Image Classification Transfer Learning

In an actual application scenario, the training dataset is insufficient. As a result, few people train the entire network from the beginning. Generally, training is performed on a very large basic dataset to obtain a pre-trained model, and then the model is used to initialize a weight parameter of the network, or the model is applied to a specific task as a fixed feature extraction device. The following uses the transfer learning method to classify wolf and dog images in the ImageNet dataset.

For details about transfer learning, see Stanford University CS231n.

Preparing Data

Downloading a Dataset

Download the dog and wolf classification dataset used in the case.
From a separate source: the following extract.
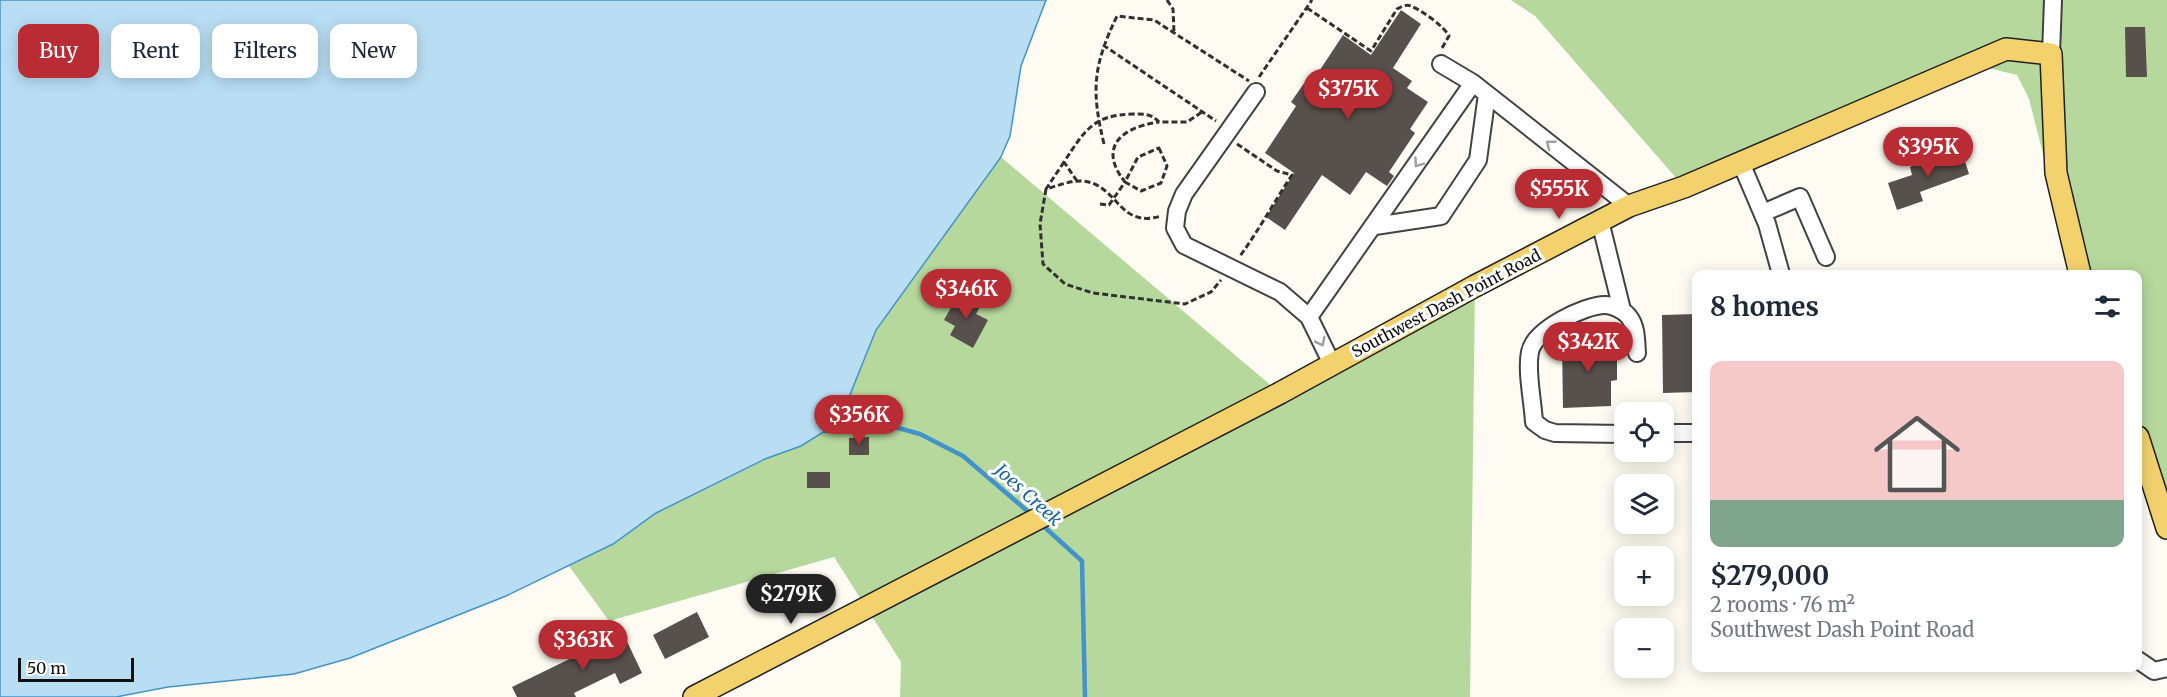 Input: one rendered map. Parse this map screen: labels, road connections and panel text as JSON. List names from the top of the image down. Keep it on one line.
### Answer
{"streets":{"main road":["Southwest Dash Point Road"]},"water":["Joes Creek"],"scale_bar":"50 m","page":{"chip":["Buy","Rent","Filters","New"],"price":["$375K","$395K","$555K","$346K","$342K","$356K","$279K","$363K"],"heading":"8 homes","list":[{"name":"$279,000","note":"2 rooms · 76 m² · Southwest Dash Point Road"}],"map_buttons":["+","−"],"scale":"50 m"}}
The images in the dataset come from ImageNet. Each class has about 120 training images and 30 validation images. Use the mindvision.dataset.DownLoad API to download the dataset and decompress it to the current directory.
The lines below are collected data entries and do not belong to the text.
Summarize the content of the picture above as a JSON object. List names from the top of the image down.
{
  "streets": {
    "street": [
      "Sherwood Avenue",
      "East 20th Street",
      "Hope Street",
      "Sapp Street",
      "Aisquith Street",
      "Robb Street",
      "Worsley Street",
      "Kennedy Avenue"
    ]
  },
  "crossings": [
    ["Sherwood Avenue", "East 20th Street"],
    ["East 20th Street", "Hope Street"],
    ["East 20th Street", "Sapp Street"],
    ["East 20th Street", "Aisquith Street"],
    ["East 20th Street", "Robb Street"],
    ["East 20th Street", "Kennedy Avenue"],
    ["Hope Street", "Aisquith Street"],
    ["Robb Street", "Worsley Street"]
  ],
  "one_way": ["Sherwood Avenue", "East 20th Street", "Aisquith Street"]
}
from mindvision.dataset import DownLoad

dataset_url = "https://mindspore-website.obs.cn-north-4.myhuaweicloud.com/notebook/datasets/intermediate/Canidae_data.zip"
path = "./"

dl = DownLoad()
dl.download_and_extract_archive(dataset_url, path)

The dataset directory structure is as follows:

data/
└── Canidae
    ├── train
    │   ├── dogs
    │   └── wolves
    └── val
        ├── dogs
        └── wolves

Loading a Dataset

The wolf and dog dataset is extracted from the ImageNet classification dataset. The mindvision.dataset.ImageNet API is used to load the dataset. This API has performed the default image augmentation operation on the images in the ImageNet classification dataset.

from mindvision.dataset import ImageNet

# Dataset directory path
data_path = "./data/Canidae/"

# Create a training dataset.
dataset_train = ImageNet(data_path, split="train", shuffle=True,
                         resize=224, batch_size=18, repeat_num=1)
dataset_train = dataset_train.run()

# Create an evaluation dataset.
dataset_val = ImageNet(data_path, split="val", shuffle=True,
                       resize=224, batch_size=18, repeat_num=1)
dataset_val = dataset_val.run()

Dataset Visualization

The return value of the training dataset loaded from the mindvision.dataset.ImageNet API is a dictionary. You can use the create_dict_iterator API to create a data iterator and use next to iteratively access the dataset. Here, batch_size is set to 18. Therefore, you can use next to obtain 18 images and label data can be obtained at a time.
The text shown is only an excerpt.